Maksim Viktorovich Averin (Макси́м Ви́кторович Аве́рин; 26 November 1975 ) is a Russian actor who works in theater, film and television. He is best known for starring in the long running medical drama television series Sklifosovsky. He is also a television director and presenter. He was named an Honored Artist of the Russian Federation in 2014.

== Biography ==
Maksim Averin was born in Moscow, Russian SFSR, Soviet Union. His father worked at the Mosfilm as a painter-decorator. Averin made his debut on the silver screen at the age of six. Once in second grade Maksim refused to write a math test and said that he did not need it at drama school.
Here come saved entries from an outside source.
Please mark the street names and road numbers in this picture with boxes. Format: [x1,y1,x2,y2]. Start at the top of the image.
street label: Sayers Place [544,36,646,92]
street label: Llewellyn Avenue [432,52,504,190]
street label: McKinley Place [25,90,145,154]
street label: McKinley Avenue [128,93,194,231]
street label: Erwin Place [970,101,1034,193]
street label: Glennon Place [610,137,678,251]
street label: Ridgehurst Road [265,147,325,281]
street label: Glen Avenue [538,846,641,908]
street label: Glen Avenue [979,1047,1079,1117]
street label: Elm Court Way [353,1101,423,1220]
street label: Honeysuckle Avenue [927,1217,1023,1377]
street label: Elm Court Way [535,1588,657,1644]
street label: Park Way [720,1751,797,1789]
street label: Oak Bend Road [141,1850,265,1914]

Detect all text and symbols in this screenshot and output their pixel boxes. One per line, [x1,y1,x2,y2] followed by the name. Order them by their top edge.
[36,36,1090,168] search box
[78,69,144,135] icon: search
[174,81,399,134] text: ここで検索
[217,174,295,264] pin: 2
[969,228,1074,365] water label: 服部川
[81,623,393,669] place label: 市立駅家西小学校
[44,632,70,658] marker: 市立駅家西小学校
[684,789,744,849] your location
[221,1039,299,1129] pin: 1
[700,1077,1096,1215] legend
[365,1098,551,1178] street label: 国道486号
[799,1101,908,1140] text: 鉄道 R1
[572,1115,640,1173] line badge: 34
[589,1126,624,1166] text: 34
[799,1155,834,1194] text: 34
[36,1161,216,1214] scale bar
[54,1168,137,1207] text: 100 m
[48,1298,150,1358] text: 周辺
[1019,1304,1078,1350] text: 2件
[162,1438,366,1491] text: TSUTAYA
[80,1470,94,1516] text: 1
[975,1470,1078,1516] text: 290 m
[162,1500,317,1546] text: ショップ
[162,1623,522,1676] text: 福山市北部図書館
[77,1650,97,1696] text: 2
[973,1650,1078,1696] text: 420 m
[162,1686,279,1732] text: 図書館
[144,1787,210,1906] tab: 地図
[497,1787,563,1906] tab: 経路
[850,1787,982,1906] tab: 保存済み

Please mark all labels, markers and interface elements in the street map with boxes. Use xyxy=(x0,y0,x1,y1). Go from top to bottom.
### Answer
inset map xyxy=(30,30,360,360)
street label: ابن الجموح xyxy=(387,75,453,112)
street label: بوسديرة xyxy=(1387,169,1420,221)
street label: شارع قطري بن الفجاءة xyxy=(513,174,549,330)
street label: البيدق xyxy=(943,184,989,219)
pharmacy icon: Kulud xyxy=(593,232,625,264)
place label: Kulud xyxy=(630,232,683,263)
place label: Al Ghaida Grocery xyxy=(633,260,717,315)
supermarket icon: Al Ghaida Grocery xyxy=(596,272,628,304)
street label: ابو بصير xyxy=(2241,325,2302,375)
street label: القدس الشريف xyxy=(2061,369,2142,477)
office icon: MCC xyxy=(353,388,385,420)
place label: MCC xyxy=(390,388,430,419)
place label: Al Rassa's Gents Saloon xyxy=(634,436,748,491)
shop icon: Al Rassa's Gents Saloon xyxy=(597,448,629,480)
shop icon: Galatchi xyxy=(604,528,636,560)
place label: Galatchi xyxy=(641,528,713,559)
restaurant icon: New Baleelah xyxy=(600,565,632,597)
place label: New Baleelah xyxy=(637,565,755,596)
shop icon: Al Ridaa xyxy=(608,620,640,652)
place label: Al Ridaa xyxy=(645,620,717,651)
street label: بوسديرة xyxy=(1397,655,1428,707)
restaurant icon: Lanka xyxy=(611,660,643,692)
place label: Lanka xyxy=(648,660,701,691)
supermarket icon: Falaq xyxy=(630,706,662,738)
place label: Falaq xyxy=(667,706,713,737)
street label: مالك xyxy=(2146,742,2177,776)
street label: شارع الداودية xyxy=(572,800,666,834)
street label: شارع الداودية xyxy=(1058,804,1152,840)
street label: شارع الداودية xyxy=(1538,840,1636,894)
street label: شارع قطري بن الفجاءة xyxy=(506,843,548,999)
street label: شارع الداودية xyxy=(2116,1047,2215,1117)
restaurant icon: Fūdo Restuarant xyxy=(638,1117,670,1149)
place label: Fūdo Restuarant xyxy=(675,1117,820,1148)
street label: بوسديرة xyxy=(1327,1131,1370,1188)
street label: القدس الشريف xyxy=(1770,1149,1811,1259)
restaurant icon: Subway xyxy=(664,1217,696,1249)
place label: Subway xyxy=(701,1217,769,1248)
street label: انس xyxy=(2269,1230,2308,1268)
In 1997 he graduated with honors from Boris Shchukin Theatre Institute, at the Vakhtangov State Academic Theatre. He played in the Satyricon Theatre for eighteen years, In Satyricon he played in Macbeth, Richard III, King Lear, Lion in Winter, Hamlet, Hedda Gabler and others.

January 7, 2023, against the backdrop of 2022 Russian invasion of Ukraine, was included in the sanctions list of Ukraine.

== Career ==
Maksim Averin's film career began in 1999 with the role of Korabelnikov in the comedy Love is Evil directed by Vladimir Zaykin. After this work, the actor even was called Russian Jim Carrey.
He won the TEFI Award for Best Actor on TV in 2011.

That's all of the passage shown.